**Task to complete**
Provide again, from the entries below, every line from the one containing "display:block; font-size:22px; white-space:nowrap" through the one containing "text-anchor:middle; stroke-width:5; stroke-linejoin:round;", exactly as written, and no other line.

=== Section Start ===

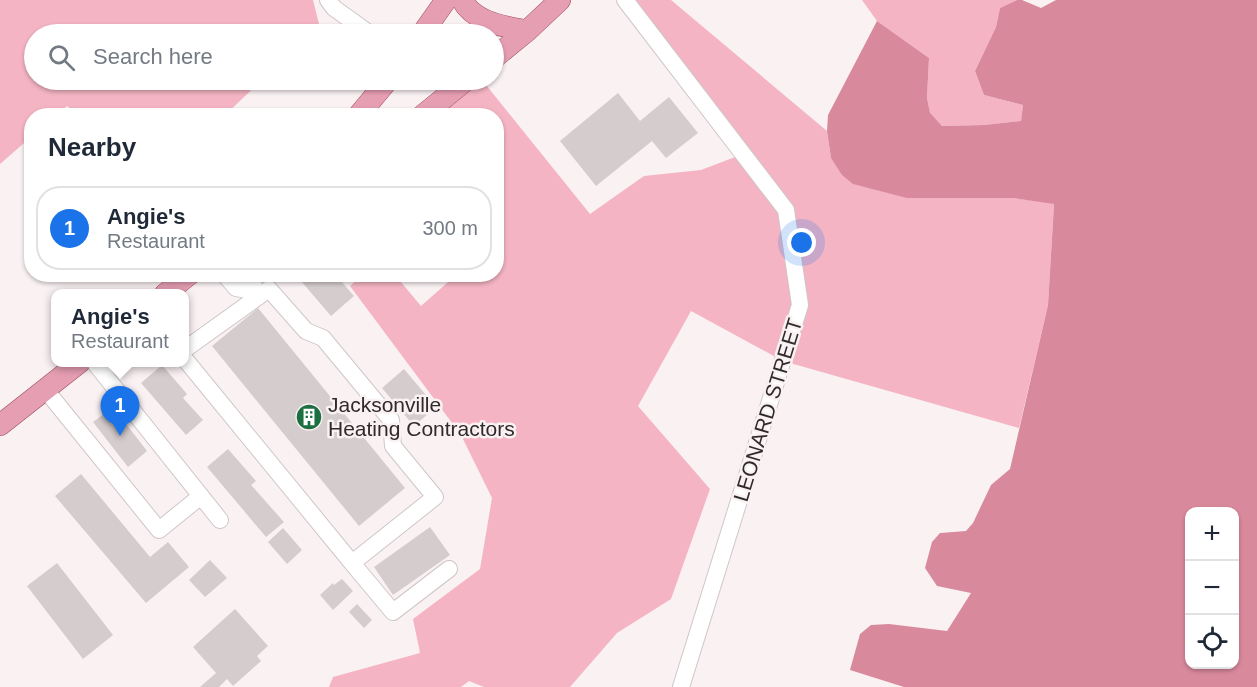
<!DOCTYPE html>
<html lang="en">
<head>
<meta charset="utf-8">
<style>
  body { margin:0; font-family:Arial,sans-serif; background:#f6f6f7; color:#1f2937 }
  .controls { position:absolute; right:18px; bottom:18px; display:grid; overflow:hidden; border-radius:12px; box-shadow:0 2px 4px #0004 }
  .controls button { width:54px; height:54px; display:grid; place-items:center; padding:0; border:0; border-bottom:2px solid #e0e1e3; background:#fff; color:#1f2937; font:30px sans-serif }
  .you { position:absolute; left:802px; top:243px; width:21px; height:21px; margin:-15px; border:4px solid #fff; border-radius:50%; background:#1a73e8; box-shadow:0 0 0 9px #1a73e833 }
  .badge { display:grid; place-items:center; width:39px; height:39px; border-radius:50%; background:#1a73e8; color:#fff; font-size:20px; font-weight:700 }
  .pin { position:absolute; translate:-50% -50px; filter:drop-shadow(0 2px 3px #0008) }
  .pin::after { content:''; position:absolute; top:32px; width:21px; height:18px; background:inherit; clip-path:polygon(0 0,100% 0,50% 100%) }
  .popup { position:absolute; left:51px; top:289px; width:138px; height:78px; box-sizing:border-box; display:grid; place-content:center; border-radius:12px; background:#fff; filter:drop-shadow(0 2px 4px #0005); font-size:20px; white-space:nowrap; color:#747a83 }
  .popup b { font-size:22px; color:#1f2937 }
  .popup::after { content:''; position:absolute; left:50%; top:100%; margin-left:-12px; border:12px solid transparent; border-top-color:#fff }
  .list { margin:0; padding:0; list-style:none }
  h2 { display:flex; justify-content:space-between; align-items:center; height:78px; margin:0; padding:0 24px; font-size:26px }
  h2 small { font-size:20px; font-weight:400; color:#747a83 }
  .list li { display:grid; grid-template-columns:39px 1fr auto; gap:18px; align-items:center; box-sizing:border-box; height:84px; margin:0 12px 12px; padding:0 12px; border:2px solid #e0e1e3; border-radius:24px }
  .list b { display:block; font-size:22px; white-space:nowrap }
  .list p { margin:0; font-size:20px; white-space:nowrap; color:#747a83 }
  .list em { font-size:20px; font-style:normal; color:#747a83 }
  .icon { flex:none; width:33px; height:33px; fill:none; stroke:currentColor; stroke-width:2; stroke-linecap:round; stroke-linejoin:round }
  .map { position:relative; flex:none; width:1257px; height:687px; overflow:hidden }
  .search { position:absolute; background:#fff; box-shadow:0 2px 4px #0004; left:24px; top:24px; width:480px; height:66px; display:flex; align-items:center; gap:15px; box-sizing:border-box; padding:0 21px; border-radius:33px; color:#747a83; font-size:22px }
  .panel { position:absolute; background:#fff; box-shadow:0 2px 4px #0004; left:24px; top:108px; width:480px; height:174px; border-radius:24px }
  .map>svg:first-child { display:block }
  .green { fill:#f4b4c3 }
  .water { fill:#d9899c; fill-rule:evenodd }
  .building { fill:#d5cccd }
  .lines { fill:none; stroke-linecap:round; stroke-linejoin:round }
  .minor-casing { stroke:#cfc6c8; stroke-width:18 }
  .major-casing { stroke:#9c4c63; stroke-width:22 }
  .minor { stroke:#fff; stroke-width:16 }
  .major { stroke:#e69eb3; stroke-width:21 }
  .labels { text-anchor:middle; stroke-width:5; stroke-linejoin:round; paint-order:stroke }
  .poi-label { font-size:21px; fill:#2f2b2c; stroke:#faf1f3; text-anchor:start }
  .street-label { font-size:21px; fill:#2f2b2c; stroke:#faf1f3 }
</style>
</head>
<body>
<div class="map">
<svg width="1257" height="687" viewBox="0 0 1257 687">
  <rect width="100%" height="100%" fill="#faf1f3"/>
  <path class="green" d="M0,0H313L319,24L308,34H34V80H262L225,115H78L67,106L57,115L32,116L31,137L0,164Z
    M625,0H671L827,131L831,158L1012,198L1054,203L1048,305L1019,428L783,361L691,311L638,406L710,489L671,599L617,633L570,687H484L469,681L461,687H329L333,677L420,653L413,619L480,569L492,498L461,435L350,286L362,275H395L421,306L456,275L496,274V116L422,115L466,80H482L590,214L644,176L701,170L743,154Z
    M862,0H1017L1000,8L996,27L975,71L984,95L1023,105L1021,121L984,125L942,126L930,114L927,98L929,58L877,21Z"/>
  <path class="water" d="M1017,0H1022L1041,8L1056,0H1257V687H904L850,670L860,634L871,625L889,624L947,631L971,593L937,586L925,568L932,542L940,533L966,531L973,523L991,485L1010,469L1048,305L1054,204L1012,198H907L853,184L842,175L831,158L827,131L828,115L877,21L929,58L927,98L930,113L942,126L984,125L1021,121L1023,105L984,95L975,71L996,27L1000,8ZM1190,512H1234V664H1190Z"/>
  <path class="building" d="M618,93L640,121L669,97L698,133L666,158L652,141L596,186L560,141Z
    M295,274H335L354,296L331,316Z
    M258,308L405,488L359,526L212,346Z
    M162,365L187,394L183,398L203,420L186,435L141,383Z
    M404,369L436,407L414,426L382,388Z
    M113,407L147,451L128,467L93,422Z
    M228,449L256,481L251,485L284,522L266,537L207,467Z
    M81,474L150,557L168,542L189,567L146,603L55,496Z
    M430,527L450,555L393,595L374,567Z
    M283,528L302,550L287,564L268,542Z
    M210,560L227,578L205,597L189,580Z
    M57,563L113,635L83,659L27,586Z
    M342,579L353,591L333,610L320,595L333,583L334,585Z
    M357,604L372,620L364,628L349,612Z
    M235,609L268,646L257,656L261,661L233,686L227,679L219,687H200L216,673L193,647Z"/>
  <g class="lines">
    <defs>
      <path id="minor" d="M328,0L334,8L370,34
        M625,0L786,210L800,305L681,687
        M224,274L236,288L253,291L258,297
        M253,291L254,274
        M184,350L269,289L306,331L323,338L391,420L393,446L435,497L352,563L184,358
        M94,362L220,520
        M45,389L159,530L201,496
        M352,563L393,612L449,569"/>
      <path id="major" d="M462,0C475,23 503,26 527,31
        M422,34L446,0
        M494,58L527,31L560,0
        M358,116L388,80
        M422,116L466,80
        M165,294L190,274
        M0,425L80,362"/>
    </defs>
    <use href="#minor" class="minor-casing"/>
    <use href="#major" class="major-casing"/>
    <use href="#minor" class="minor"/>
    <use href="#major" class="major"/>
  </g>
  <defs>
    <symbol id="building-disc" viewBox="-11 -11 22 22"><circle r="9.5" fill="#1c6f41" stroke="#faf1f3"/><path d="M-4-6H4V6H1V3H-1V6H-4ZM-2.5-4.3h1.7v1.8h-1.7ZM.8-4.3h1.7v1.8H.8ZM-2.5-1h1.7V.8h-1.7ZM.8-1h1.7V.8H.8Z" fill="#fff"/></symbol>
  </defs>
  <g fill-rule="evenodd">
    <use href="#building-disc" x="294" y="402" width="30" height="30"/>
  </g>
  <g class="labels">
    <g class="poi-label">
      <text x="328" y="412">Jacksonville<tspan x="328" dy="24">Heating Contractors</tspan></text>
    </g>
    <g class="street-label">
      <text transform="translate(768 410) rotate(-73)" y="7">LEONARD STREET</text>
    </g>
  </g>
</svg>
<div class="controls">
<button>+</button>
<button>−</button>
<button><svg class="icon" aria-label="locate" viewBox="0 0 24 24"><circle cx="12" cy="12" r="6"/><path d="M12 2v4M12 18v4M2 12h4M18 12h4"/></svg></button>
</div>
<div class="you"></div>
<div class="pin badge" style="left:120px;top:436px">1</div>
<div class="popup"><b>Angie's</b>Restaurant</div>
<div class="search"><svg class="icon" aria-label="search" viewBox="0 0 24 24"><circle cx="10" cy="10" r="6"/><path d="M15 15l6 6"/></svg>Search here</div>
<section class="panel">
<h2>Nearby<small></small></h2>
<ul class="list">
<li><span class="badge">1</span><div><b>Angie's</b><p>Restaurant</p></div><em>300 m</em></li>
</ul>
</section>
</div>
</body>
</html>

=== Section End ===

**Exercise solution**
  .list b { display:block; font-size:22px; white-space:nowrap }
  .list p { margin:0; font-size:20px; white-space:nowrap; color:#747a83 }
  .list em { font-size:20px; font-style:normal; color:#747a83 }
  .icon { flex:none; width:33px; height:33px; fill:none; stroke:currentColor; stroke-width:2; stroke-linecap:round; stroke-linejoin:round }
  .map { position:relative; flex:none; width:1257px; height:687px; overflow:hidden }
  .search { position:absolute; background:#fff; box-shadow:0 2px 4px #0004; left:24px; top:24px; width:480px; height:66px; display:flex; align-items:center; gap:15px; box-sizing:border-box; padding:0 21px; border-radius:33px; color:#747a83; font-size:22px }
  .panel { position:absolute; background:#fff; box-shadow:0 2px 4px #0004; left:24px; top:108px; width:480px; height:174px; border-radius:24px }
  .map>svg:first-child { display:block }
  .green { fill:#f4b4c3 }
  .water { fill:#d9899c; fill-rule:evenodd }
  .building { fill:#d5cccd }
  .lines { fill:none; stroke-linecap:round; stroke-linejoin:round }
  .minor-casing { stroke:#cfc6c8; stroke-width:18 }
  .major-casing { stroke:#9c4c63; stroke-width:22 }
  .minor { stroke:#fff; stroke-width:16 }
  .major { stroke:#e69eb3; stroke-width:21 }
  .labels { text-anchor:middle; stroke-width:5; stroke-linejoin:round; paint-order:stroke }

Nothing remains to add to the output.